Undoubtedly the Germans knew that this Maastricht corner was probably the weakest spot in the Albert Canal defenses. They had laid their plans well to subdue it. The bridge on the Meuse (Maas) at Maastricht, in Dutch territory, fell into their hands through treason. The bridge across the Albert Canal which continued the railroad and highway coming from this Maastricht bridge was also of great strategical importance. It fell to them intact. The Belgians alleged that the officer in charge of the dynamite chamber was killed by a German aërial bomb, and thus was unable to carry out the blowing up of the bridge. The Germans openly boast that they bought the whole group which was to blow up the bridge. As a matter of fact, much the same thing happened twenty miles to the northwest, where another important bridge on the Albert Canal was not blown up. It is given as an extenuating circumstance that this bridge was full of refugees and that the officers were hesitant to blow up their own compatriots. This may or may not be true. But if it is true, then their hesitation contributed heavily to bring about the downfall of their whole country.

Another bad case was that of the fortress Eben Emael. This formidable group of strong forts was one of the strongest parts of the Liège system. That system consisted of the Liège fortress proper and of the four other fortresses of the Liège plateau: Neufchâteau, Pepinster, Battice and Eben Emael. Battice was the mighty fort which dominated Aix-la-Chapelle; Eben Emael's function was to rule the road from Aix-la-Chapelle to Maastricht and beyond. It was put out of action by the Germans as early as noon on the very first day of the campaign, May 10.

According to the Belgian semi-official version, Eben Emael was taken so soon because the Germans concentrated all their surprise technique on it -- an extraordinarily violent barrage of heavy guns and vigorous aërial bombardment, in combination with an attack by parachutists. Now it is true that this sudden onslaught on a garrison not yet tried in war must have confused the defenders; but Eben Emael consisted of a whole series of forts and pillboxes. The Germans made similar extremely heavy attacks on other fortresses in the Liège district, and these fortresses were still holding out five and six days later. Why did the strongest and most modern of them all surrender so quickly? One cannot help feeling that what was believed by some military attachés must have been true, namely that Flemish traitors contributed to the result.

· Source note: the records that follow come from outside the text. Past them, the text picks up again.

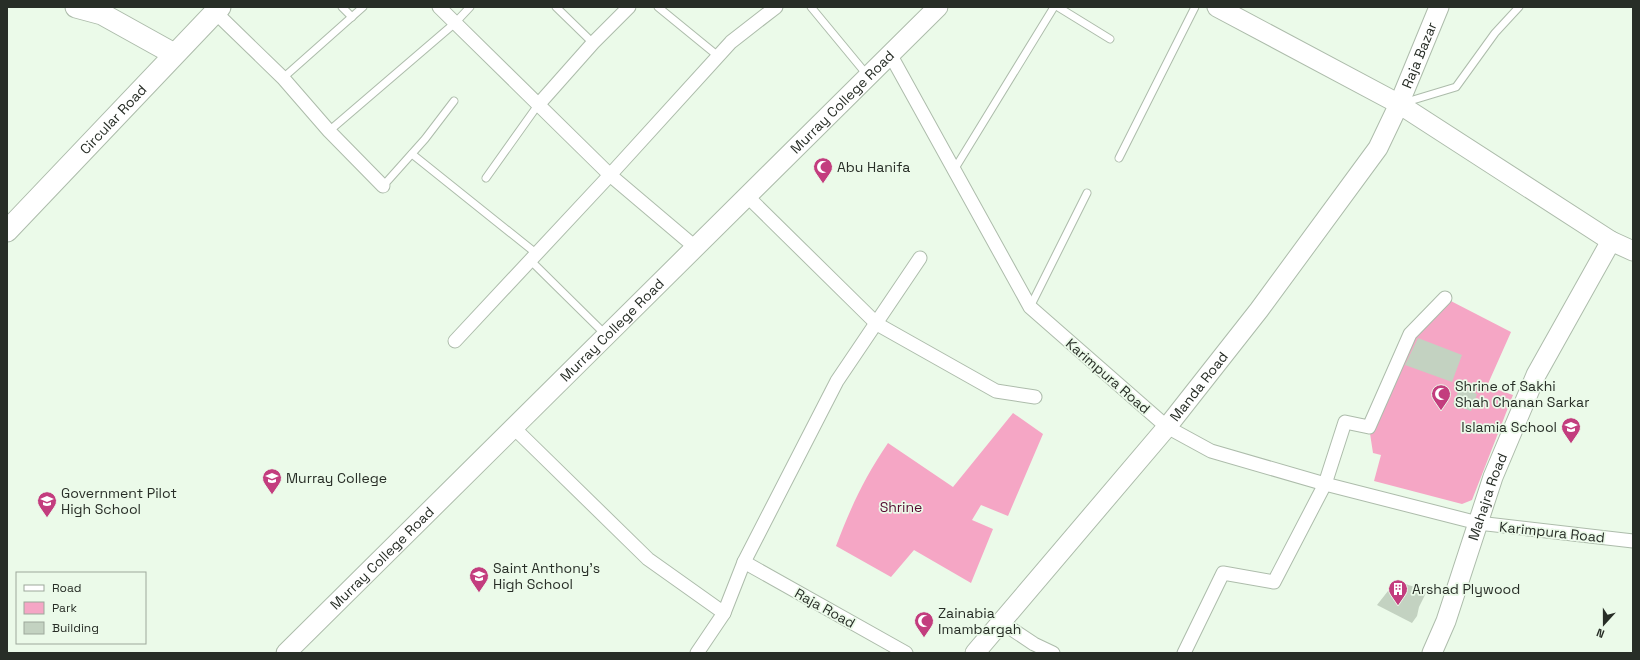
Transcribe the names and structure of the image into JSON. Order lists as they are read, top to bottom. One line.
{"streets":{"main road":["Circular Road"],"street":["Raja Bazar","Murray College Road","Karimpura Road","Manda Road","Mahajra Road","Raja Road"]},"crossings":[["Raja Bazar","Manda Road"],["Murray College Road","Karimpura Road"],["Karimpura Road","Manda Road"],["Karimpura Road","Mahajra Road"]],"parks":["Shrine"],"places":{"mosque":["Abu Hanifa","Shrine of Sakhi Shah Chanan Sarkar","Zainabia Imambargah"],"school or university":["Islamia School","Murray College","Government Pilot High School","Saint Anthony's High School"],"building":["Arshad Plywood"]},"legend":["Road","Park","Building"],"north":"bottom"}
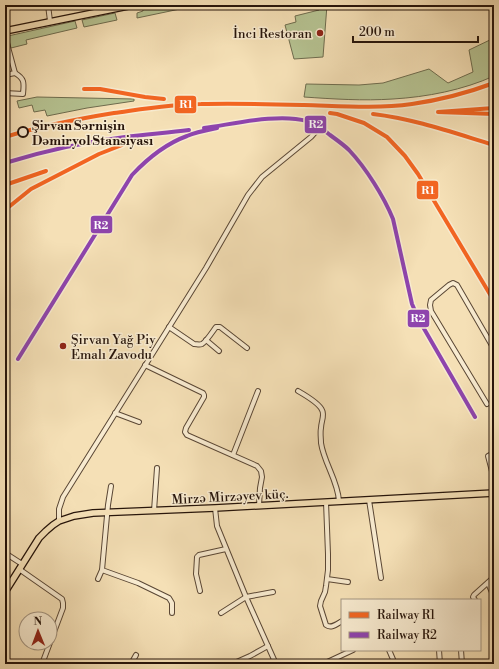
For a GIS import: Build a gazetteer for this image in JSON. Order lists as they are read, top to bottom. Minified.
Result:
{"streets":{"main road":["Mirzə Mirzəyev küç."]},"places":["İnci Restoran","Şirvan Sərnişin Dəmiryol Stansiyası","Şirvan Yağ Piy Emalı Zavodu"],"lines":["rail line R1","rail line R2"],"legend":["Railway R1","Railway R2"],"scale_bar":"200 m","north":"top"}
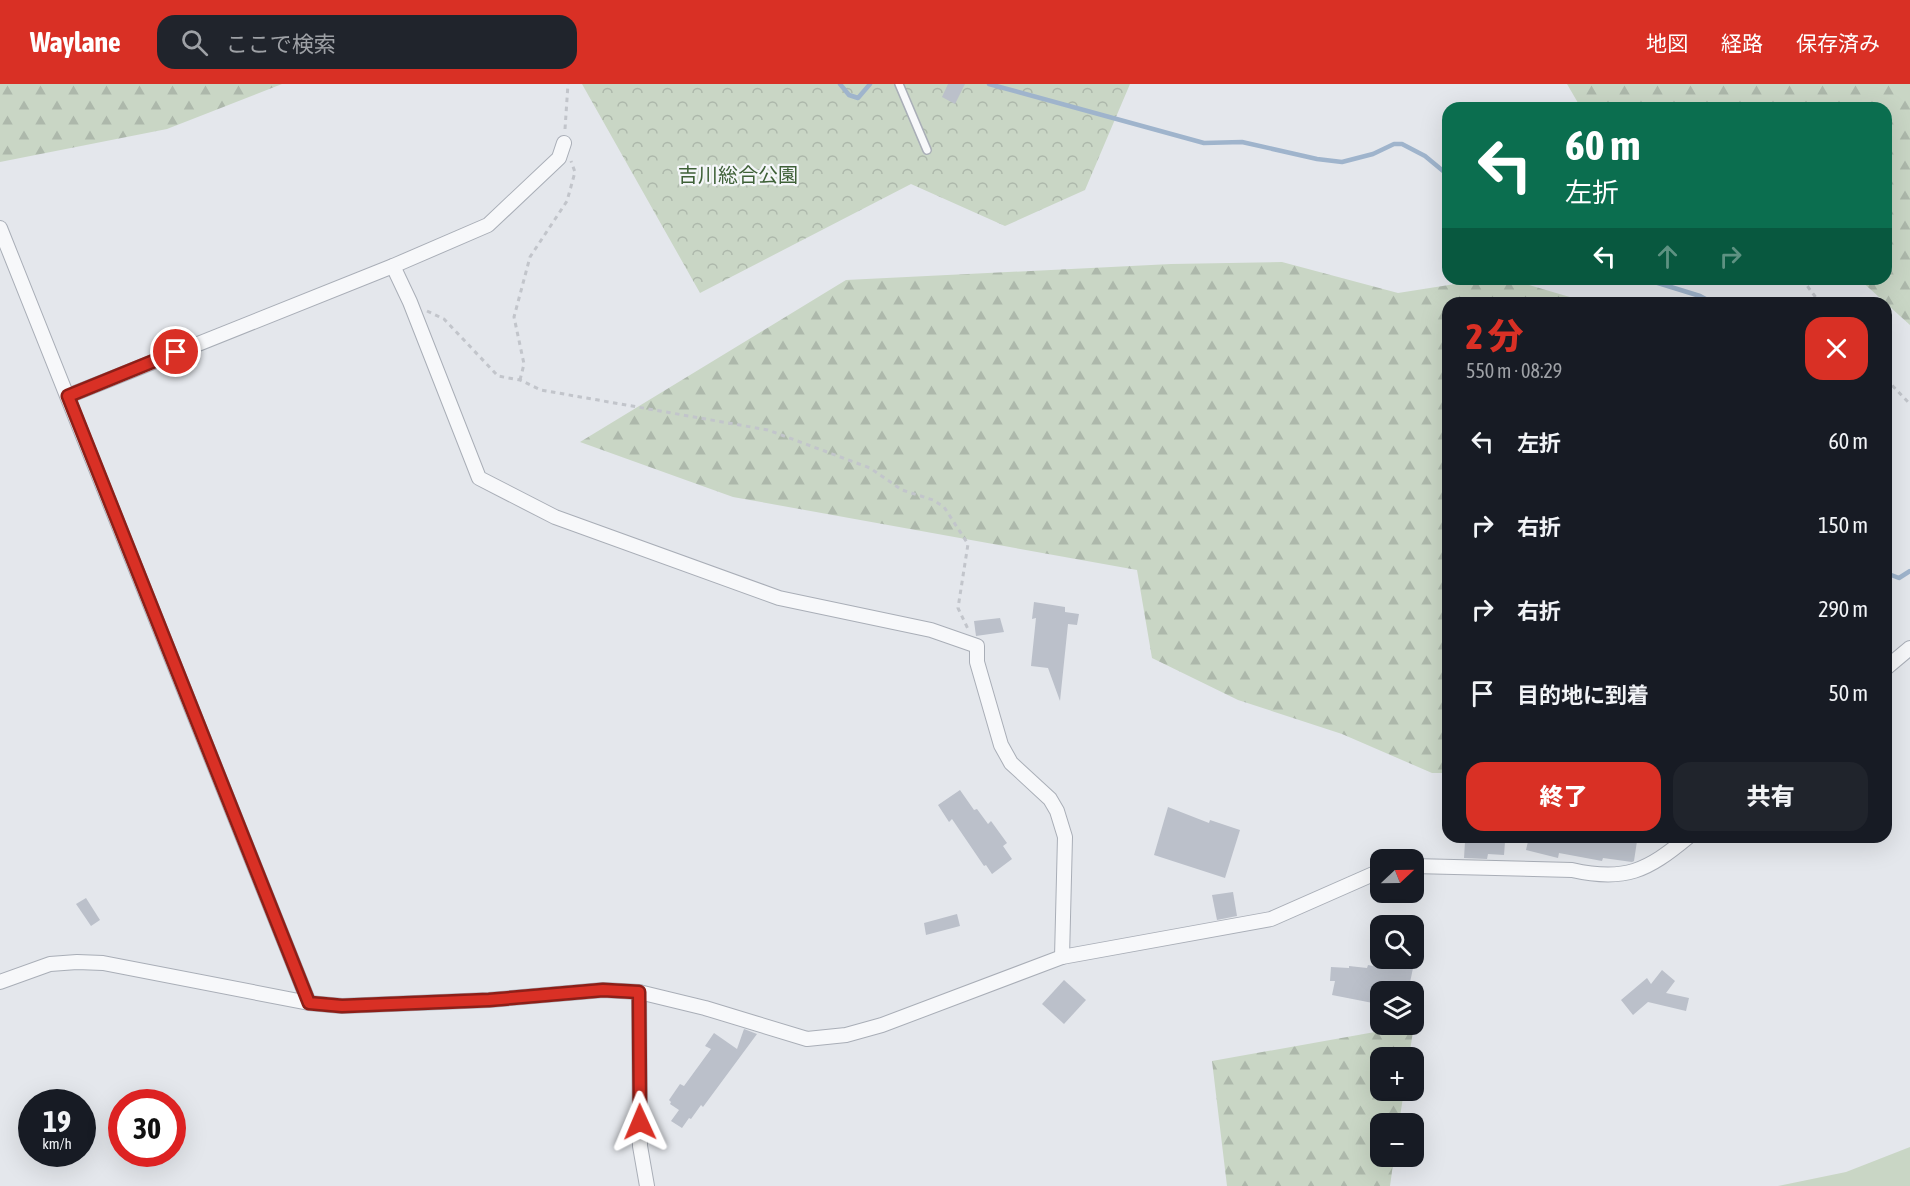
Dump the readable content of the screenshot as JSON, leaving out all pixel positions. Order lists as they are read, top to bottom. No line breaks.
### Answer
{"parks":["吉川総合公園"],"north":"right","page":{"header":"Waylane","search":"ここで検索","nav":["地図","経路","保存済み"],"turn":["60 m","左折"],"heading":["2 分","550 m · 08:29"],"list":[{"name":"左折","value":"60 m"},{"name":"右折","value":"150 m"},{"name":"右折","value":"290 m"},{"name":"目的地に到着","value":"50 m"}],"buttons":["終了","共有"],"map_buttons":["+","−"],"speed":"19 km/h","limit":"30"}}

The capture of the key fortress of Eben Emael and of three bridges on the Meuse and the Albert Canal opened the way to the German motorized columns. When I visited the Albert Canal defenses in April of this year, Belgian staff officers told me that they calculated these defenses could hold out for twenty days. Other more conservative foreign observers believed that the Belgians would be able to hold on at the Albert Canal for at least five days. Five days were considered enough to bring French and British troops up to the second line, Antwerp-Louvain-Namur. On the very first day of the German invasion, the Germans had succeeded in piercing the defense line which was expected to hold out anywhere from several days to several weeks.

While German motorized troops were pouring into Belgium through the gap thus created, German bombing planes (allegedly numbering about two thousand, and in any event many hundreds strong) were busy all the morning bombing the remaining Belgian positions between Hasselt and Liège, as well as the rest of the Belgian lines. It seems that the material damage caused by these German bombers was small in proportion to the numbers used, but the moral effect was devastating. According to Belgian officers who participated in the last war, the air bombardments of this year were not nearly so deadly and efficient as the old heavy-artillery barrages used to be. But German propaganda succeeded in all countries in creating such a psychosis about aërial bombardments that when the deadly cargoes of the bombing planes were released on the Belgian troops their morale completely collapsed; and by the afternoon of May 10 the Belgian line between Hasselt and Liège was already in dissolution. This bombardment was carried through with the evident aim of spreading fear. According to what I learned from Belgian officers, many of the German flyers were quite young and had only had from four to eight weeks of training. Their machines were inferior. All this was by design. The Germans did not think it necessary to sacrifice good machines to spread "frightfulness." Any young aviator who knew how to fly in formation and had been taught how to release bombs was good enough; there was no need for dive bombing or even for flying low. It was different with the airplanes sent to bomb Brussels or military objectives behind the lines. Those were excellent Heinkels or Dorniers, with highly trained crews.

When I visited the eastern suburbs of Brussels in the morning of May 11 I found to my great amazement that they were filled with Belgian soldiers, in full equipment, already back from the front. They were surrounded by anxious crowds inquiring what had happened. They told of a complete débâcle. In exaggerating the magnitude of the German attack they helped create further uneasiness amongst the Brussels population, already panicky as a result of the constant bombardment of the city by German planes. Soon the streets of Brussels itself were full of returning soldiers, mixed with refugees coming from northeastern Belgium. I saw trucks bearing the inscriptions of various cities -- Liège, Verviers, Tongres. Three Belgian divisions were in complete dissolution, and others had been badly affected by desertions.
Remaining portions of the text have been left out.